Что мы понимали под катастрофой? Не то ли, что от империи одна за другой начнут отпадать завоеванные земли? Расстелив на столе карту, мы сначала с грустью пытались угадать, какие страны будут потеряны первыми, а потом дело доходило до отдельных гор и рек. Или, быть может, катастрофой нам мнились незаметные вроде бы изменения в людях и их верованиях? Мы представляли себе, как однажды утром все стамбульцы просыпаются в своих теплых постелях совершенно другими людьми: не знают, как носить свою одежду, и не возьмут в толк, для чего нужны минареты. Или катастрофа – это внезапное осознание превосходства других и тщетные попытки во всем им подражать? Когда Ходжа склонялся к этой мысли, он просил меня рассказать какую-нибудь историю о моей жизни в Венеции, а потом мы воображали героями этой истории некоторых наших стамбульских знакомцев, облаченных в европейские штаны и шляпы. Предаваясь подобным фантазиям, мы не замечали, как пролетает время.

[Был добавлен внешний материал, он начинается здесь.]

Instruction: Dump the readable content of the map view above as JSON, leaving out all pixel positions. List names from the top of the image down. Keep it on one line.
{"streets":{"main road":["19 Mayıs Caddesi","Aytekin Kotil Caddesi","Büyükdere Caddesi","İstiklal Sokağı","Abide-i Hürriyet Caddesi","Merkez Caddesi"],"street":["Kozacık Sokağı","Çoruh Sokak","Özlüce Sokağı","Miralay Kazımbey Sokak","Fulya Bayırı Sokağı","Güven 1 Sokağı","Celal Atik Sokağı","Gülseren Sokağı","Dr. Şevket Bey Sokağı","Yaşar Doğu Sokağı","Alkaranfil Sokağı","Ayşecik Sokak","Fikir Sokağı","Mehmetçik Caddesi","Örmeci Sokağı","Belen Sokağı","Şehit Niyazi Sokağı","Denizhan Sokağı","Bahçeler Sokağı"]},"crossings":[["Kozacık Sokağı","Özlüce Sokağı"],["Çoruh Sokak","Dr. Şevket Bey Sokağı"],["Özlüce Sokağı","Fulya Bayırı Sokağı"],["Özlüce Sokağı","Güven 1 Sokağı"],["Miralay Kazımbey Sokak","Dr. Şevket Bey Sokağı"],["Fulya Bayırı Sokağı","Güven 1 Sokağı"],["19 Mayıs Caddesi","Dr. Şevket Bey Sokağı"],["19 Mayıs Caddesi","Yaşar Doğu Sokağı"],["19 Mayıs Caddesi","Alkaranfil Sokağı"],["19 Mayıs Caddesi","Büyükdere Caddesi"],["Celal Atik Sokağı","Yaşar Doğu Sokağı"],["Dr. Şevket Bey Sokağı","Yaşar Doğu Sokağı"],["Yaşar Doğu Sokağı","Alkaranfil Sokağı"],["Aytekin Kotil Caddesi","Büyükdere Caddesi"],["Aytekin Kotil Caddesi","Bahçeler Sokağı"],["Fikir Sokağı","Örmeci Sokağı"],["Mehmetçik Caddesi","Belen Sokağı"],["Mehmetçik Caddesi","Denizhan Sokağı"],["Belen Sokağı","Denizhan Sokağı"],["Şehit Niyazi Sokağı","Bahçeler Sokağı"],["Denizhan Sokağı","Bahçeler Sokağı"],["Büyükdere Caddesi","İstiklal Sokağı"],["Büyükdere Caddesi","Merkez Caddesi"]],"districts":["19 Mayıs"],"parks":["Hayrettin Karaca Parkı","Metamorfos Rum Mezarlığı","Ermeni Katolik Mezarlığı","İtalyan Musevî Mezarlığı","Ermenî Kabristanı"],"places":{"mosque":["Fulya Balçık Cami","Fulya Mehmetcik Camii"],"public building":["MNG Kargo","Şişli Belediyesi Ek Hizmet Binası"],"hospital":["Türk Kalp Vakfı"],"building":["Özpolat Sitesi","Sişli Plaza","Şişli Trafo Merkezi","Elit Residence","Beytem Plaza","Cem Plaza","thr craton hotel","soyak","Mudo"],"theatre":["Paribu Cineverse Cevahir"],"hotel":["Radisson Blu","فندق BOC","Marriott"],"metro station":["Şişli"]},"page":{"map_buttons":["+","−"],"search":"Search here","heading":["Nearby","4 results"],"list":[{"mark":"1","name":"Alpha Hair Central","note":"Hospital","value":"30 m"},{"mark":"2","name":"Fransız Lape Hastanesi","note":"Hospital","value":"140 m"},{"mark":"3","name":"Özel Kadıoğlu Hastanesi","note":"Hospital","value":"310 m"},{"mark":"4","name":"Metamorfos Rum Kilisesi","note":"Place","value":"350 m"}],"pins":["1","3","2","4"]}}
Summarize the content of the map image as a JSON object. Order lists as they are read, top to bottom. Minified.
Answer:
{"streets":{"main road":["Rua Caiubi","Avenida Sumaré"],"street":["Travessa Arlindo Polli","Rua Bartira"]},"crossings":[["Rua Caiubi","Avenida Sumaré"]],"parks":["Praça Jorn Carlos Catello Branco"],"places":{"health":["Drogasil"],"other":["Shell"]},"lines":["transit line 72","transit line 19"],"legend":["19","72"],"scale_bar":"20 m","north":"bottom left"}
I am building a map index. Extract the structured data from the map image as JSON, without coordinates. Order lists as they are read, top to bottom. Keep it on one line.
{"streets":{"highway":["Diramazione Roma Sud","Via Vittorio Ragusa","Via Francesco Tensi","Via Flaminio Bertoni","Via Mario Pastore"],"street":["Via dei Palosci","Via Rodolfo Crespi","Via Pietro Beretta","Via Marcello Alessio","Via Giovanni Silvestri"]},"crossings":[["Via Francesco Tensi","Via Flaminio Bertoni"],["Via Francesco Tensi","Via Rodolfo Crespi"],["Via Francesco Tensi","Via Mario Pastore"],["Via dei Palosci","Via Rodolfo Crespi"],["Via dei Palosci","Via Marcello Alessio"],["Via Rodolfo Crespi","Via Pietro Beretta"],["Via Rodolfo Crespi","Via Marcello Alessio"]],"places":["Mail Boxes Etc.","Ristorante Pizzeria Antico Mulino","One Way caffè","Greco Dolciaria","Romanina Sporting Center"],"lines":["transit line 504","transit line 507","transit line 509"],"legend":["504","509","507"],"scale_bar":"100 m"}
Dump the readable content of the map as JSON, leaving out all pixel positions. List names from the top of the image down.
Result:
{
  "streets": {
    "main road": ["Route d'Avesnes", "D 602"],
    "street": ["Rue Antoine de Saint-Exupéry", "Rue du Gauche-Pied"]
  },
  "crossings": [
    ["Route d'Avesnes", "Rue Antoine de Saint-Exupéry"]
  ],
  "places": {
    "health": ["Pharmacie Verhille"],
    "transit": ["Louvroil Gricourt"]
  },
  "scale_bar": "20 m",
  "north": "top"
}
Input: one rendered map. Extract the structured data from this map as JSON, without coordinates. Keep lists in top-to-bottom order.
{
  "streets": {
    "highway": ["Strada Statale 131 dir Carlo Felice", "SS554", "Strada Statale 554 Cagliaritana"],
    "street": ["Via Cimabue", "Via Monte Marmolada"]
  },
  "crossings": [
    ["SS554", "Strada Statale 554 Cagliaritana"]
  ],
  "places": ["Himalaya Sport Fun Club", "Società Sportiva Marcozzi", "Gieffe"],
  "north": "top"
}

В конце концов, в качестве последней попытки спасения, мы решили познакомить с ними султана. Может быть, думали мы, все эти картины катастрофы, расцвеченные красками воображения, заставят его ощутить беспокойство? И мы написали книгу, населив ее персонажами, вышедшими из историй о поражениях и катастрофах, которые мы с грустью и безнадежным весельем месяц за месяцем сочиняли тихими мрачными ночами. Там были раскисшие от дождя дороги; недостроенные здания; странные темные улицы; понурые бедняки; люди, читающие непонятные им самим молитвы о том, чтобы все стало как прежде; печальные матери и удрученные отцы; несчастные, которым не хватало жизни, чтобы познакомить нас с тем, что сделано и написано в других странах; неработающие механизмы; горемыки, оплакивающие прекрасные былые дни; тощие, похожие на ходячие скелеты уличные собаки; безземельные крестьяне; праздношатающиеся бродяги; мусульмане в европейских штанах, не умеющие ни читать, ни писать, и войны, неизменно заканчивающиеся поражением.
В другую часть книги мы поместили несколько ярких отрывков из моих воспоминаний о счастливых и поучительных событиях, случившихся со мной, когда я жил с родителями и братьями в Венеции, и позже, в годы учебы: вот так, мол, живут те, кто готовится нас победить, и, если мы хотим их опередить, нам нужно поступать сходным образом! В последней части книги, переписанной набело нашим знакомцем, каллиграфом-левшой, имелось стихотворение, содержавшее столь любимое Ходжой сравнение человеческого разума со шкафом. Это стихотворение (я назвал бы его исполненным гордого спокойствия) можно было считать осторожным введением в запутанные и темные тайны нашего сознания. Его изящно-туманные строки и завершали лучшую из написанных нами с Ходжой книг. Через месяц после того, как Ходжа преподнес ее султану, тот отдал ему приказ начинать работу над чудо-оружием. Мы были крайне удивлены и никак не могли понять, в какой степени обязаны успехом своей книге.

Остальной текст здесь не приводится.